On Saturday he took the bold move to drop the usually involved Adam Nicholls as Quakers faced Bedlington Terriers on a perishing day in Northumberland.
A potentially tricky encounter was bypassed, however, courtesy of a 4-0 victory against a team who had a man sent off when more milestones were reached.
It was Darlington's 12th win in a row, their 16th away from home and it took their goal tally to an astonishing 118 in 37 games.
If they beat Sunderland RCA at Heritage Park this weekend for the first time in the club's history they'll reach 100 points.
Saturday's was their 32nd win of the season, the first time the club have won so many in a campaign, but there's only one number that matters to Gray: number one.
Until first position is secured, ahead of title rivals Spennymoor Town, then Gray will not be satisfied.
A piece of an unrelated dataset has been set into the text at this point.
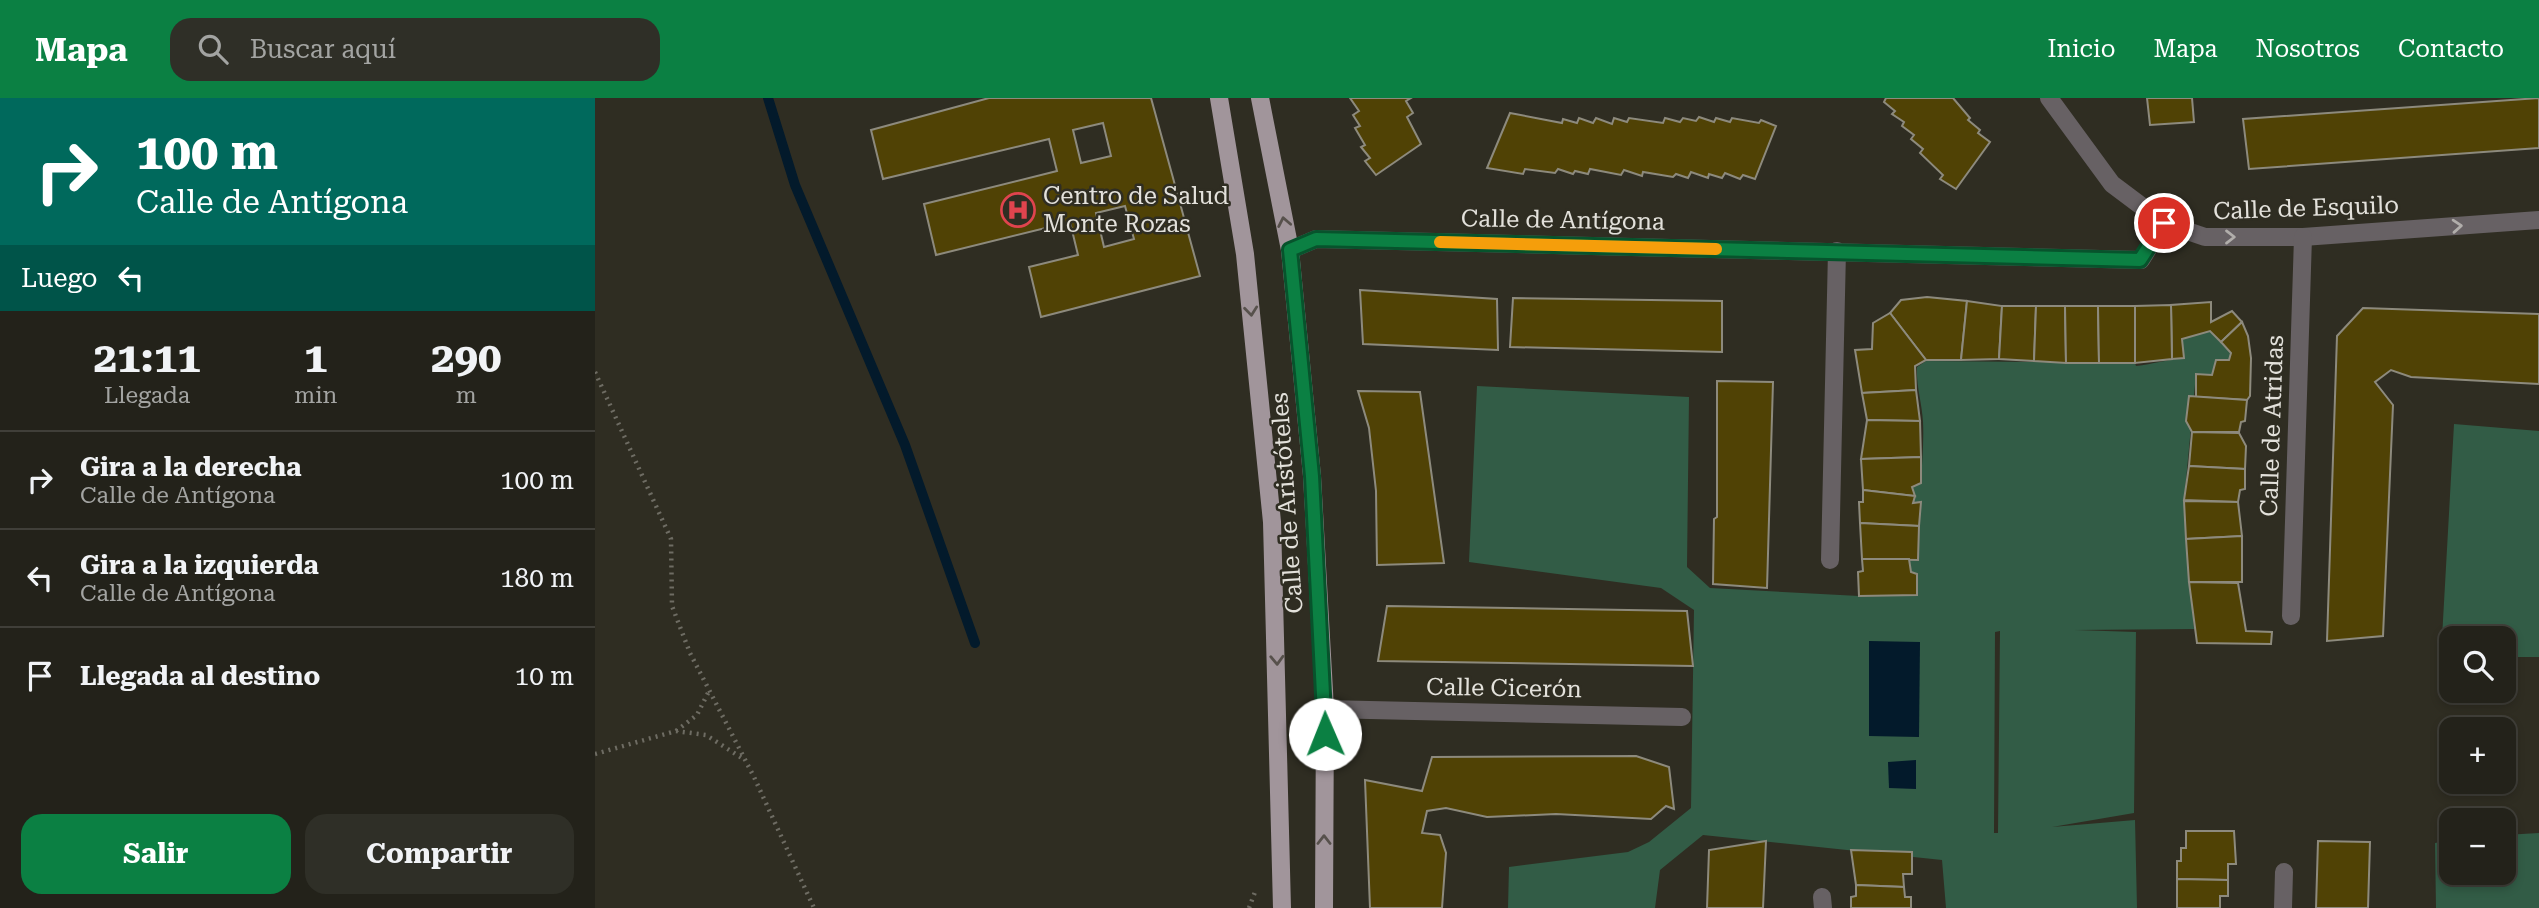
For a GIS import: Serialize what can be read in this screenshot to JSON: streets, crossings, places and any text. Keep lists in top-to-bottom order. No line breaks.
{"streets":{"main road":["Calle de Aristóteles"],"street":["Calle de Esquilo","Calle de Antígona","Calle de Atridas","Calle Cicerón"]},"crossings":[["Calle de Esquilo","Calle de Antígona"],["Calle de Esquilo","Calle de Atridas"],["Calle de Antígona","Calle de Aristóteles"],["Calle de Aristóteles","Calle Cicerón"]],"one_way":["Calle de Esquilo"],"places":{"hospital":["Centro de Salud Monte Rozas"]},"page":{"header":"Mapa","search":"Buscar aquí","nav":["Inicio","Mapa","Nosotros","Contacto"],"turn":["100 m","Calle de Antígona"],"then":"Luego","eta":["21:11","Llegada","1","min","290","m"],"list":[{"name":"Gira a la derecha","note":"Calle de Antígona","value":"100 m"},{"name":"Gira a la izquierda","note":"Calle de Antígona","value":"180 m"},{"name":"Llegada al destino","value":"10 m"}],"map_buttons":["+","−"],"buttons":["Salir","Compartir"]}}
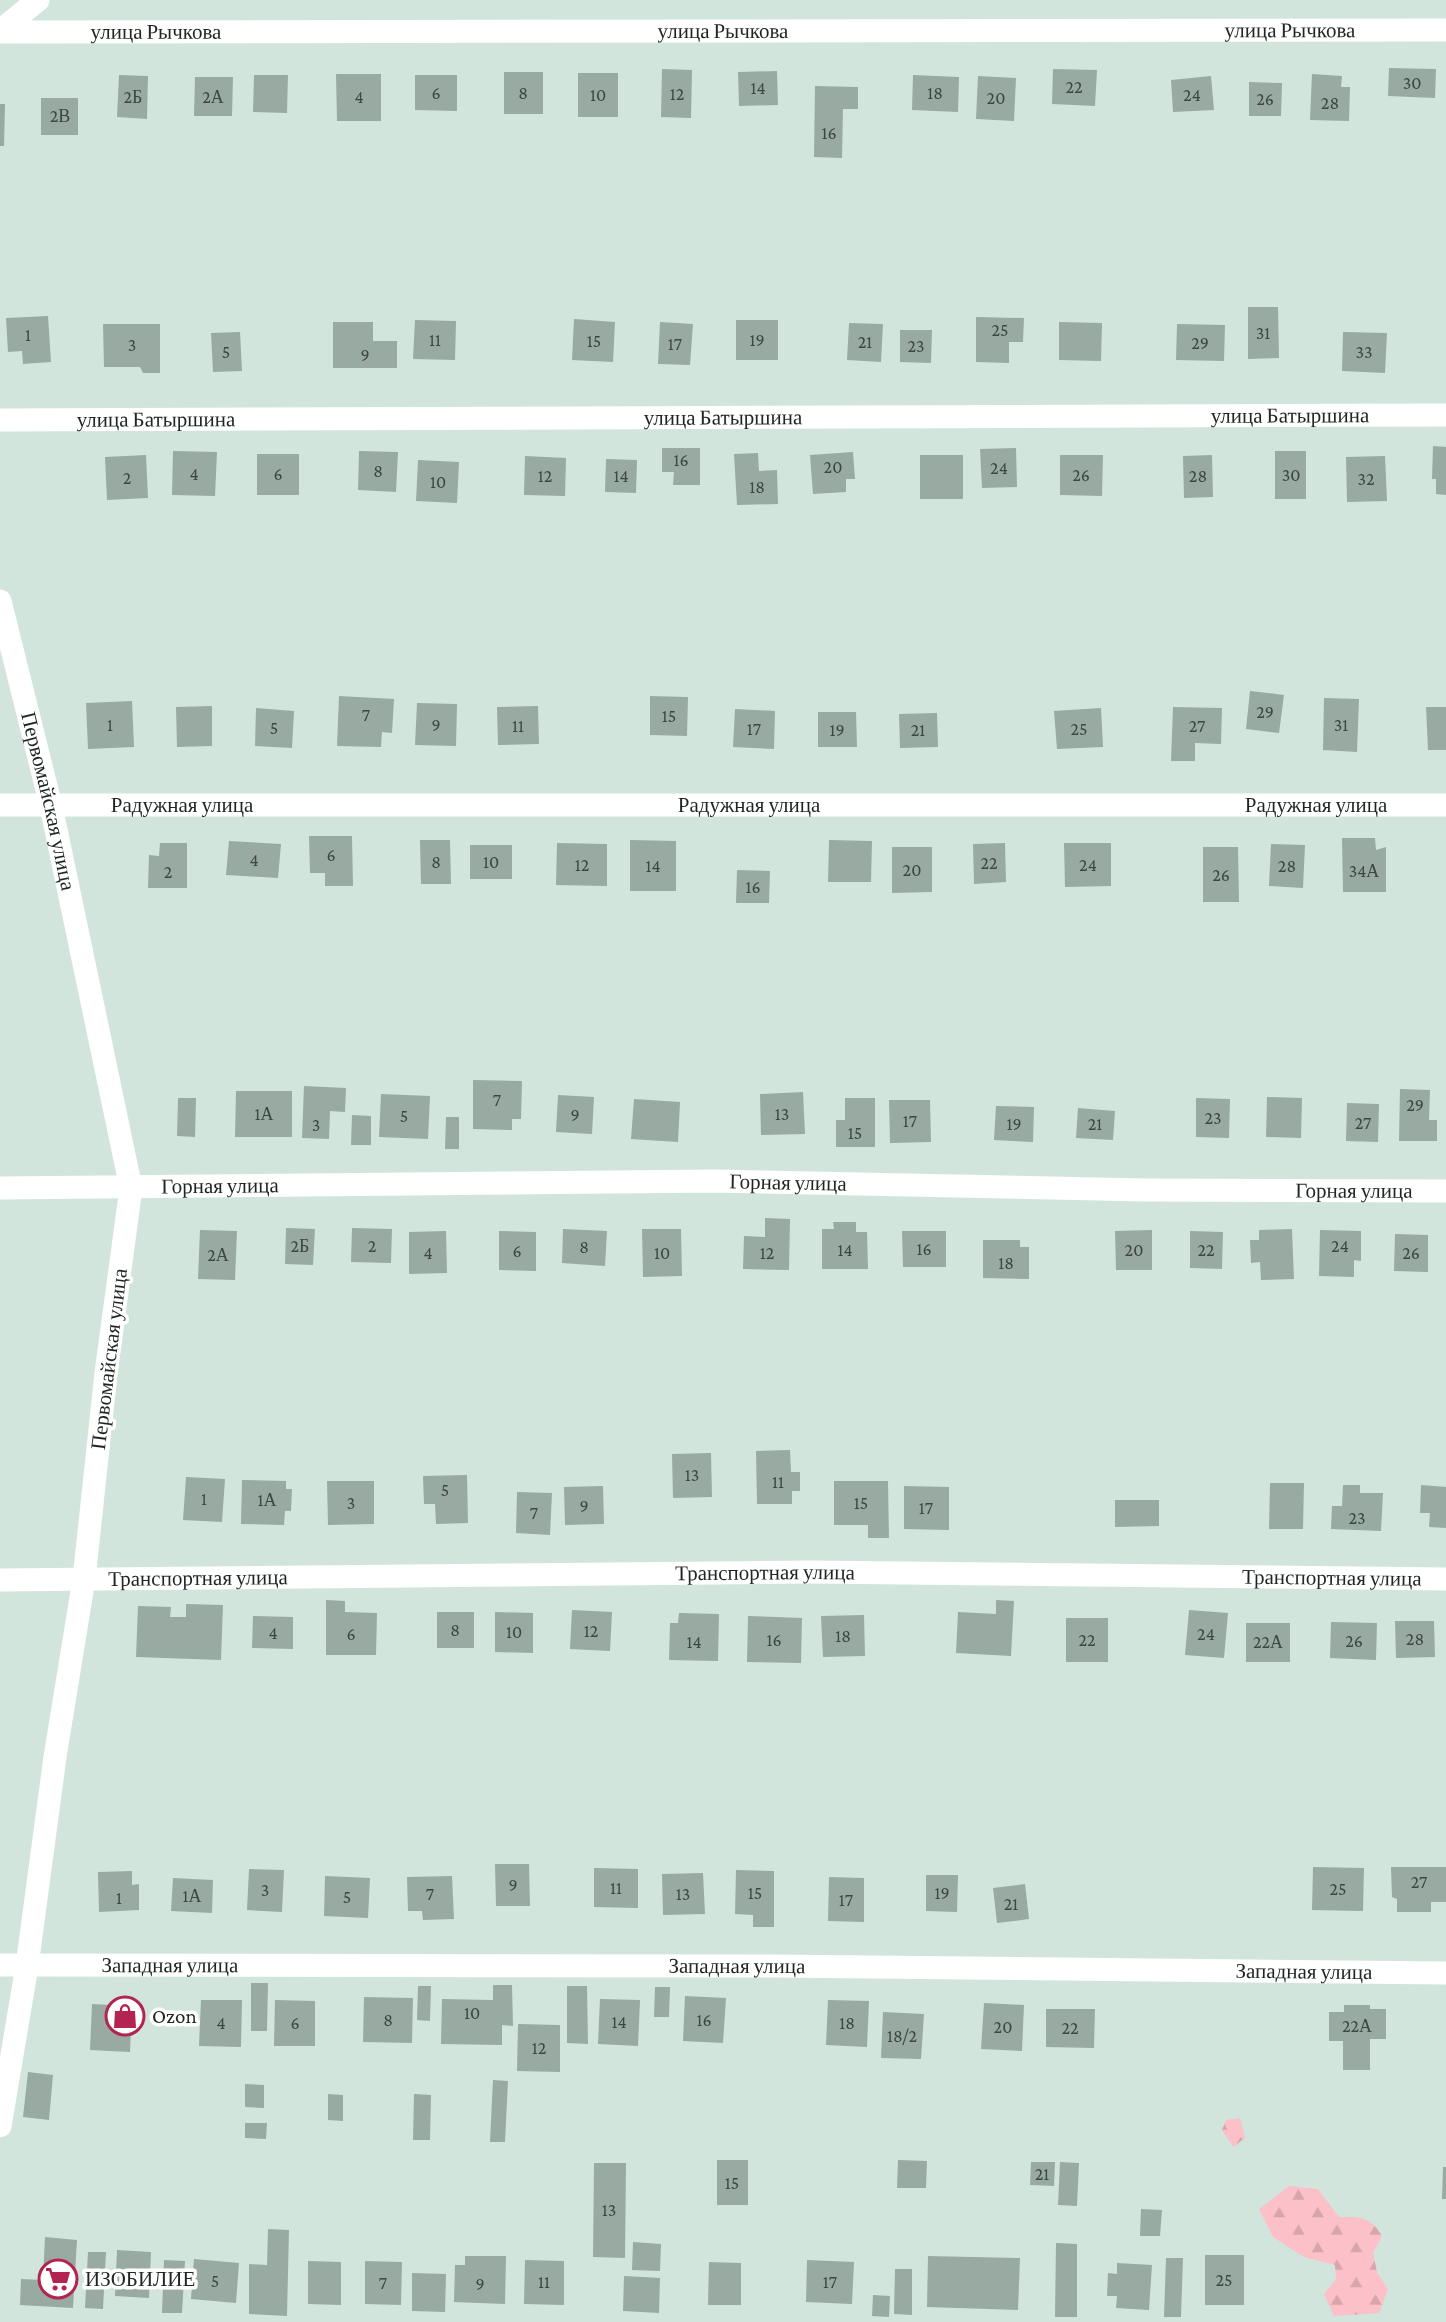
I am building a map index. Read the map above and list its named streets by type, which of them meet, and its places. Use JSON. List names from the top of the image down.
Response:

"I demand that they are not complacent," said the boss. "I won't accept anything but 100 per cent from them and I told them that in the changing room before the game.
"It's about standards and if you want to win anything you've got to keep at it and I've got to keep demanding it.
"We've got nine games to go, nine cup finals as I see it, and it's good that we've got everybody fighting for a game.
"People in the team are looking over their shoulder and any team that wants to achieve anything needs that competition."
Nicholls was at the sharp end of that competition, missing only his second league game since September, with Amar Purewal returning from a two-game absence.
Gray, who explained the decision to Nicholls before the game, said: "The last couple of games he hasn't quite clicked. He needs to get back to doing what he was doing before, on the training ground and in games, and he knows that.
"I'm always honest with players, I spoke to him about it and he understood the decision. So I'm looking for a reaction now."
Purewal's return saw Stephen Thompson revert to left midfield and it was his shot that led to the breakthrough via the penalty spot, midfielder Andrew Leeson having handled on 20 minutes.
Terry Galbraith blasted home in characteristic fashion from the spot. His penalty was Darlington's 16th of the campaign, 13 of them successful. Perhaps another record.
Galbraith had already twice stung the palms of Kevin Morton, who did well to track the flight of the ball as an icy wind swept through Welfare Park, strong enough to test the foundations of the floodlight pylons.
The keeper was kept occupied throughout, although his brother in the Terriers' midfield was to have a bigger influence.
With Bedlington posing little treat Darlington looked good for a second goal before half-time. Morton saved a powerful effort by Stephen Harrison, Thompson saw Chris Carr use his head to divert a shot over the bar, while Purewal wasted a David Dowson cross to the far post.
"I thought we controlled possession throughout," said Gray. "We started well and took the game to them on what was a tough day. It was freezing cold so getting the players switched on was just as important as anything else.
"We got at them at the start of the game and it was a shame we didn't get the second goal before half-time because that would probably have settled players down.
Bedlington's Craig Morton, right, uses his strength to ease Stephen Thompson off the ball
"But the sending off had a big impact on the game. Having said that, we were in control for the 90 minutes."
The sending off was that of Colin Morton, the veteran seeing red after receiving two bookings, the first for a challenge on Thompson, the second for barging into Galbraith.
Bedlington remained competitive while Quakers, for all of their possession, were not able to add a match-clinching second until the 75th minute, when Dowson netted.
It was a bit like waiting for a bus as he got another a minute later.
The first came after a low shot on the turn after receiving a pass from Thompson, who had just switched to the right, and the second after a carefully-weighted ball over the top from the in-form Chris Emms.
Dowson completed a neat first-time finish for his 17th goal of the season.
He would have had a hat-trick too were it not for a save by Morton, but he parried to the ever alert super-sub Steven Johnson, who tapped home his 11th goal of the season.
The result was Bedlington's heaviest defeat since Spennymoor put six past them in October.
Gray added: "On paper, Bedlington's starting XI is strong. They've lost some players lately but they've still got some quality. So it's credit to our players because they reduced Bedlington's chances through their work ethic.
"To score goals, keep a clean sheet on a horrible day against a good team is a fantastic result."